To run and edit scientific programs in Python / NumPy, a great way to start is to use Spyder, a visual interface similar to MATLAB where you can run commands, edit and debug programs, check the values of variables and the definitions of functions, etc.

Way back in the day, installing Spyder used to be an annoying multi-step process (first download and install Python itself, then download and install NumPy, SciPy, PyQt, etc., then finally download and install Spyder).

Luckily, installation is now very easy: You can download and install all the components together automatically in one step. For Windows or Mac, your best bet is to download and install Anaconda, which comes with everything you need. In Linux, install Spyder through your package manager, e.g. Ubuntu Software. (See Spyder installation page for package listings). NumPy etc. will also be automatically installed at the same time.

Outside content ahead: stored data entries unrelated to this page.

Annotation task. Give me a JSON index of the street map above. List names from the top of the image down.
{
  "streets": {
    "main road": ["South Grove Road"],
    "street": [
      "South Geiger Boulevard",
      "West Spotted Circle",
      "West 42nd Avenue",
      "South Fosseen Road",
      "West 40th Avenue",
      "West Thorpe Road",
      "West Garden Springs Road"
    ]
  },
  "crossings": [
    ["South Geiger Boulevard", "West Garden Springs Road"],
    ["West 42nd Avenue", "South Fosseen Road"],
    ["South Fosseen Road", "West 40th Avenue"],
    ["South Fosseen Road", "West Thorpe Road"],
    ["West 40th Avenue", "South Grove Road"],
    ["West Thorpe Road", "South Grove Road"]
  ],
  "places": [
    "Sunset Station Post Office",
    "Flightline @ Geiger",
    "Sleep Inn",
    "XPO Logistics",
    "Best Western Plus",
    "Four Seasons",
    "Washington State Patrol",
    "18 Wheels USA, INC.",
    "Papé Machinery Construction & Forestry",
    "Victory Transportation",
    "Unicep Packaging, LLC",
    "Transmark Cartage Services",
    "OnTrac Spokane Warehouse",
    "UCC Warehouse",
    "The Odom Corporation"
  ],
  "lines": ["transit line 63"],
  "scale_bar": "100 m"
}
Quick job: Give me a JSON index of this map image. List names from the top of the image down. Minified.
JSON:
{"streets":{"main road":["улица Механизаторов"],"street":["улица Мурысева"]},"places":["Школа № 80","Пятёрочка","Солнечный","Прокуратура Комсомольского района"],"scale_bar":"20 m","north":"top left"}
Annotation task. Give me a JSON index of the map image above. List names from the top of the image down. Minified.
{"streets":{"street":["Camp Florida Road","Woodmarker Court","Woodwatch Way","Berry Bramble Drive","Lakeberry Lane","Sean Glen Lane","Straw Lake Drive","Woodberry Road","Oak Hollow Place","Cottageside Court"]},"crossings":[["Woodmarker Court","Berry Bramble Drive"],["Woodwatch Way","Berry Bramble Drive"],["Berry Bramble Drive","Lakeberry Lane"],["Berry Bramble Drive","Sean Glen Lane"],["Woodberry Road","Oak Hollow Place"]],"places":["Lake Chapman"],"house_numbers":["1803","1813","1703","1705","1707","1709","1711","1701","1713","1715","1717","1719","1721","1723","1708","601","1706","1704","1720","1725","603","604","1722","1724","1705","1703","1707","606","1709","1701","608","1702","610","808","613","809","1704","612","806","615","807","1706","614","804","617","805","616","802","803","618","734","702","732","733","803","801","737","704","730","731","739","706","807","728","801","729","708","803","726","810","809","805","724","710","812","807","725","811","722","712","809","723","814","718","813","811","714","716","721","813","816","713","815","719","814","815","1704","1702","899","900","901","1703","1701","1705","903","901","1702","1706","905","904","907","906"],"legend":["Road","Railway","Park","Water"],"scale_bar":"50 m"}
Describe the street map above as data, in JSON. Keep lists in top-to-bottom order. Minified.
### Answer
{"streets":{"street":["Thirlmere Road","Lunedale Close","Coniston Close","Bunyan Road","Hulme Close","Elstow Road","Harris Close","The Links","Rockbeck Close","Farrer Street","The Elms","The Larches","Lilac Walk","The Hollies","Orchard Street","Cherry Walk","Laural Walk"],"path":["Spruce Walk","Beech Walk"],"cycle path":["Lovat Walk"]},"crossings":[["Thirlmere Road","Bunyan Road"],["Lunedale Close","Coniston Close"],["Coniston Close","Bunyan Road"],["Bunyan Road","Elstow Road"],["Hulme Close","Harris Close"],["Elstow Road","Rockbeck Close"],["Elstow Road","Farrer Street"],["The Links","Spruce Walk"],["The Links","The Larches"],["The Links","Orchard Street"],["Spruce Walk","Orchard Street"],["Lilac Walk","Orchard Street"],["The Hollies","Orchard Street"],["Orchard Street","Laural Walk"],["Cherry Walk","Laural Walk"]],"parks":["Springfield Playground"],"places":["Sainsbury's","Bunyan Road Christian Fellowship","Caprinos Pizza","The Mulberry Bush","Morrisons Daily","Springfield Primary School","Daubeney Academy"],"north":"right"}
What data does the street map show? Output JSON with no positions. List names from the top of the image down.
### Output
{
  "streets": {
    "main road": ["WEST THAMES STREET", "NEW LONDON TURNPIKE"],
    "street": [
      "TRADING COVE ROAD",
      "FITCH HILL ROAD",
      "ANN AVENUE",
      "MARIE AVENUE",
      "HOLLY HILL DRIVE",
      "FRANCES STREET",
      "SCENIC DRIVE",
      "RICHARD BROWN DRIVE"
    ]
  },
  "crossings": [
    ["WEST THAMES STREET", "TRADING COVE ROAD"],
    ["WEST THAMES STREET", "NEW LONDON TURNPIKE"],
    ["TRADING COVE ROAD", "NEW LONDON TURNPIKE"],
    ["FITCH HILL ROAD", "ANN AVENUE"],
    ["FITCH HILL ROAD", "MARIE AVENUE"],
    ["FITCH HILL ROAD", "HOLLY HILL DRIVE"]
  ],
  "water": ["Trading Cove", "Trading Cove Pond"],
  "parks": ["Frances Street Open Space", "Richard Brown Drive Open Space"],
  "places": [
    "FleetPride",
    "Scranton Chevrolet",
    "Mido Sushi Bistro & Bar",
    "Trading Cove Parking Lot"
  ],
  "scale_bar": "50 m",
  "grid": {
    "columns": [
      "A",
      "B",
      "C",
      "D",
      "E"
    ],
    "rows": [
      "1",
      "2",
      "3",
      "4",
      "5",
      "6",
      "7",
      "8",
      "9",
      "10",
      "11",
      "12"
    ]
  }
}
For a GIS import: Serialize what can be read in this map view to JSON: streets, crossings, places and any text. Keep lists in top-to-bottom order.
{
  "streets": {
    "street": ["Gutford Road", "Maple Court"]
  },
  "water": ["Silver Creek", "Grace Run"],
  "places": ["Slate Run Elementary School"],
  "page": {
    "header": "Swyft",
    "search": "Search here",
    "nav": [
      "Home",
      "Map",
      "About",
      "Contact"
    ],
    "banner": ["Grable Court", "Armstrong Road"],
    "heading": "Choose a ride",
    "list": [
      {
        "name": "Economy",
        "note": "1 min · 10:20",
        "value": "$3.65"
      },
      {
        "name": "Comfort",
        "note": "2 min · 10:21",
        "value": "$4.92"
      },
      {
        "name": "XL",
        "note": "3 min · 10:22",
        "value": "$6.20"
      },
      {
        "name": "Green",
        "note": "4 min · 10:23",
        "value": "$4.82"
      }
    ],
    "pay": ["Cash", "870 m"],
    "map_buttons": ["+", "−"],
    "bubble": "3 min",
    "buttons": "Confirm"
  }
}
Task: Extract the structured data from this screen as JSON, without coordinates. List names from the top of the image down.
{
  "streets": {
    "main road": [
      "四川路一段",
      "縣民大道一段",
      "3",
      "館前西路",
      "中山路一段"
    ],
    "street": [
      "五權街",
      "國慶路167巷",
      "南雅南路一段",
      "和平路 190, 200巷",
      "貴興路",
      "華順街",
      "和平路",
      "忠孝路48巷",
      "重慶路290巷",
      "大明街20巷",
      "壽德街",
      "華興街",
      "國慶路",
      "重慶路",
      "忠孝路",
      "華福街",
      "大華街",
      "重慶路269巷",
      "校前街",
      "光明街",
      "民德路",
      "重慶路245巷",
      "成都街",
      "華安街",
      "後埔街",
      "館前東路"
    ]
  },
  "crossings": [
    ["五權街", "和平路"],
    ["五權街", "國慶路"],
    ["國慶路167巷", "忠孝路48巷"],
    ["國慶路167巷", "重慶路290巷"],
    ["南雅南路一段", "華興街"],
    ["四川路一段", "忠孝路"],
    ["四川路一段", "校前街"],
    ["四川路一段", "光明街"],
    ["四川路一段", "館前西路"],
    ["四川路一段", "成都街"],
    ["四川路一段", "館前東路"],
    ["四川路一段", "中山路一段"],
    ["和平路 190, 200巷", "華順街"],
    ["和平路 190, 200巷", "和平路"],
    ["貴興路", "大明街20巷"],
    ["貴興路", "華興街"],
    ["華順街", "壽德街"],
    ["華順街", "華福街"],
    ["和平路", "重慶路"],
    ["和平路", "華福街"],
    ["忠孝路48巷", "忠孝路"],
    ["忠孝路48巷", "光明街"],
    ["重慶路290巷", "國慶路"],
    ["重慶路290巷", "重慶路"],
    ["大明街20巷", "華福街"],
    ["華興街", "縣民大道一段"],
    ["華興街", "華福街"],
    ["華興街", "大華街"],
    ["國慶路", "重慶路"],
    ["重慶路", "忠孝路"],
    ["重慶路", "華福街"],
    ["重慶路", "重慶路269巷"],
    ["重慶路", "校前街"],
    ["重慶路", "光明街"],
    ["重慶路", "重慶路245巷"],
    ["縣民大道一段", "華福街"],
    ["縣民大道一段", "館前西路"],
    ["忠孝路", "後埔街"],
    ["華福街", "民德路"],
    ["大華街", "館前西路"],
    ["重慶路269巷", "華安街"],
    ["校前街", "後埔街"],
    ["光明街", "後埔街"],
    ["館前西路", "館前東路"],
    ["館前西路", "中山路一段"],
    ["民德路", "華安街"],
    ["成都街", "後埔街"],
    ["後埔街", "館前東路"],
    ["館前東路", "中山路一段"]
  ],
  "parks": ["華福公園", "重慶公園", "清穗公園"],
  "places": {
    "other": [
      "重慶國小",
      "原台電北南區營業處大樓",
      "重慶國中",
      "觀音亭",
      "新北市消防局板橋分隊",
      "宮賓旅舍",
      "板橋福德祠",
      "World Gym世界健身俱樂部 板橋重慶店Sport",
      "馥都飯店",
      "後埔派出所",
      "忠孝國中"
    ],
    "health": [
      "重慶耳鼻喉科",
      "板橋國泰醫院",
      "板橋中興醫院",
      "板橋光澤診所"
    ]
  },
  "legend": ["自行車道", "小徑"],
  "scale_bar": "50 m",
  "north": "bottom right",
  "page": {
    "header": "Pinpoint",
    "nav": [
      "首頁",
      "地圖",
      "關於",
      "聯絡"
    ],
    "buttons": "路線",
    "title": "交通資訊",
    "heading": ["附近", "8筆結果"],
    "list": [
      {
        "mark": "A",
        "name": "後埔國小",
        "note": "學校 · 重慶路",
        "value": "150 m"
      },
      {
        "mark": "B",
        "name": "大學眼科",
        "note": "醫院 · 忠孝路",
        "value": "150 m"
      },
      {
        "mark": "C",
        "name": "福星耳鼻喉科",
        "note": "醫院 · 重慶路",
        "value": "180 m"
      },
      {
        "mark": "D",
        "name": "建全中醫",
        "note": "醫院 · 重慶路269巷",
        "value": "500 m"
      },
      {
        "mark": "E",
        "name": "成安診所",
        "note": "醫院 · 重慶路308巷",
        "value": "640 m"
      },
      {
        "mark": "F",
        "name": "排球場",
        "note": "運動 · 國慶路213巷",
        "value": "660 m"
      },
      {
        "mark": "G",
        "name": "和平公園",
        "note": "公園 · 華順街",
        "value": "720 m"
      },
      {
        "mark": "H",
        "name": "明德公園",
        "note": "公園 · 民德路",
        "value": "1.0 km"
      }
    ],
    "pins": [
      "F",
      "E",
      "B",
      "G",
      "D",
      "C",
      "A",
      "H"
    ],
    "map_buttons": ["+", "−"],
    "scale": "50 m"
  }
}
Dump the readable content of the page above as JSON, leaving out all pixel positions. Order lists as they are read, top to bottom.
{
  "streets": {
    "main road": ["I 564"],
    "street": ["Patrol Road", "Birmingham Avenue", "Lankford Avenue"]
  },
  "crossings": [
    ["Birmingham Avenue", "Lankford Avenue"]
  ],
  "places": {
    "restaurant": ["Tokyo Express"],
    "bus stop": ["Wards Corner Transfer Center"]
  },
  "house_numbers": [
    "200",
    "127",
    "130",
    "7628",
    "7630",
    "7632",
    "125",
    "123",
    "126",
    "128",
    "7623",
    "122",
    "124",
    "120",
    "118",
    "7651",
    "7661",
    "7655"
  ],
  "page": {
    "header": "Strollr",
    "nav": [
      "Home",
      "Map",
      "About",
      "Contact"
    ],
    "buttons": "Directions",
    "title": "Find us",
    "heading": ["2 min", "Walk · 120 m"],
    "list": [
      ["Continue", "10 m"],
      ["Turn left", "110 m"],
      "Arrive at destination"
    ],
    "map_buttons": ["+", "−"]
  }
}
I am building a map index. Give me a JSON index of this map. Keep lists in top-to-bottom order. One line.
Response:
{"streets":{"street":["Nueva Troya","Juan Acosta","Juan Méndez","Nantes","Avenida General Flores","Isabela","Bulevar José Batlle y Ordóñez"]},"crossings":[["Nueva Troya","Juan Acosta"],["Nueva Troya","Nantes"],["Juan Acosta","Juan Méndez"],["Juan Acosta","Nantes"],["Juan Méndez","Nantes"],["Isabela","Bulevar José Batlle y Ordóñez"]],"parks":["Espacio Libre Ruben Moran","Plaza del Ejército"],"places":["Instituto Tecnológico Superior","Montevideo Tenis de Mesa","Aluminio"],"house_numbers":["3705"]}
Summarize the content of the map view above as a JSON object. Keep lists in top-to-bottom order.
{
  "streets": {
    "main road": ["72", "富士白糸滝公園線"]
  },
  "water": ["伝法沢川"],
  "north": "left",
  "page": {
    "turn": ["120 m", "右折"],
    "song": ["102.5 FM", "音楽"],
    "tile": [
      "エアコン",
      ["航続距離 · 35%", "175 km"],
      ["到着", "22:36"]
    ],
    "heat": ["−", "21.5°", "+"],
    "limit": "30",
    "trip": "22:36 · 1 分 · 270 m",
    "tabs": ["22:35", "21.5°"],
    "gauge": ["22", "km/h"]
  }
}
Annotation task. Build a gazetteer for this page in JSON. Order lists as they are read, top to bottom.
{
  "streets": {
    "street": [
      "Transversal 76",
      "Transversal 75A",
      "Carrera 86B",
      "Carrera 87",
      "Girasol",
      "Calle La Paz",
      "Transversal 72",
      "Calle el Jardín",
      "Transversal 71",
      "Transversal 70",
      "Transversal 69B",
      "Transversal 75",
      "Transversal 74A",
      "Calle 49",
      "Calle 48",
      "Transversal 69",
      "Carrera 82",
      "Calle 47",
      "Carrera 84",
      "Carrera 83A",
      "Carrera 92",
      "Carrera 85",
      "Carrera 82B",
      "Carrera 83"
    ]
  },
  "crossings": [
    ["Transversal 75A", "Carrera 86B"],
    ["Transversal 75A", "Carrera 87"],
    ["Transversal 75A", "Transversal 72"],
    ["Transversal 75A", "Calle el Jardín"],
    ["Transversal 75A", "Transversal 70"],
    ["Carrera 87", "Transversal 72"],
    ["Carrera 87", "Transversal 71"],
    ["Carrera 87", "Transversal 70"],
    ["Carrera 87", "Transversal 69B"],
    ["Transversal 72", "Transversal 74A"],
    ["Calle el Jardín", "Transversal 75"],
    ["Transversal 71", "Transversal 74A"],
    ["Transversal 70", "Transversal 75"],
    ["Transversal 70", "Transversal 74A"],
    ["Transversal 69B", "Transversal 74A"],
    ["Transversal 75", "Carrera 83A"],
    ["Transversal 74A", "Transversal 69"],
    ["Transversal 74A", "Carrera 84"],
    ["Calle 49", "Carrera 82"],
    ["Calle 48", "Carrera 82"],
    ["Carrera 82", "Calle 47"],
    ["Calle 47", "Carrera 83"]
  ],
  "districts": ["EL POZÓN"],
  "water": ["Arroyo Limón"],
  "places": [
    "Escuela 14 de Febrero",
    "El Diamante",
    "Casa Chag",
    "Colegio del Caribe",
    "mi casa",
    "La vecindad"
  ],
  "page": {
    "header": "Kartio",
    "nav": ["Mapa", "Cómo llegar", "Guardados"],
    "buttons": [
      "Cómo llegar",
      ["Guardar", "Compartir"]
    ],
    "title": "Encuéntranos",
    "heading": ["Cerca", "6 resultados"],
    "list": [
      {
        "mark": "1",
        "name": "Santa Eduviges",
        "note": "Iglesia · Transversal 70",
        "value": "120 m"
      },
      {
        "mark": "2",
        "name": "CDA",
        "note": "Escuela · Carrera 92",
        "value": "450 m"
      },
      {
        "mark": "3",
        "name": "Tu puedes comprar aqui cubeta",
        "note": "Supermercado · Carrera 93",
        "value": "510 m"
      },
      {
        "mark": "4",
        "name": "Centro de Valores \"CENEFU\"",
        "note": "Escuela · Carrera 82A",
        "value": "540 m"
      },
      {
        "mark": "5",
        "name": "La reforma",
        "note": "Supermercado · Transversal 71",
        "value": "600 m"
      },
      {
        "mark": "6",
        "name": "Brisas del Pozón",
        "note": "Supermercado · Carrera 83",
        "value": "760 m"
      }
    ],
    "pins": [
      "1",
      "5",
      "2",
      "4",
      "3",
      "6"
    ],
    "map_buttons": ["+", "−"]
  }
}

That’s all you need to know to install Python. But if you’re curious, go to the bottom (Appendix 4) for a more thorough list and discussion of all the ways to install Python.

Should I install Python 2 or Python 3?

The Python language changed between Python 2 and Python 3. For scientific computing, the changes were relatively minor, but there are enough incompatible changes that if you find code written in Python 2, it usually cannot run in Python 3, and vice-versa. (I mean, it usually cannot run directly. It’s usually not too hard to edit the code so that it can run.)

The good news is, most widely-used packages, including NumPy / SciPy / Matplotlib / Spyder, are available for both Python 2 and Python 3. The bad news is, if you find some random python code online, it is probably available in only one of the versions, 2 or 3. So it matters: Which one should you install and use?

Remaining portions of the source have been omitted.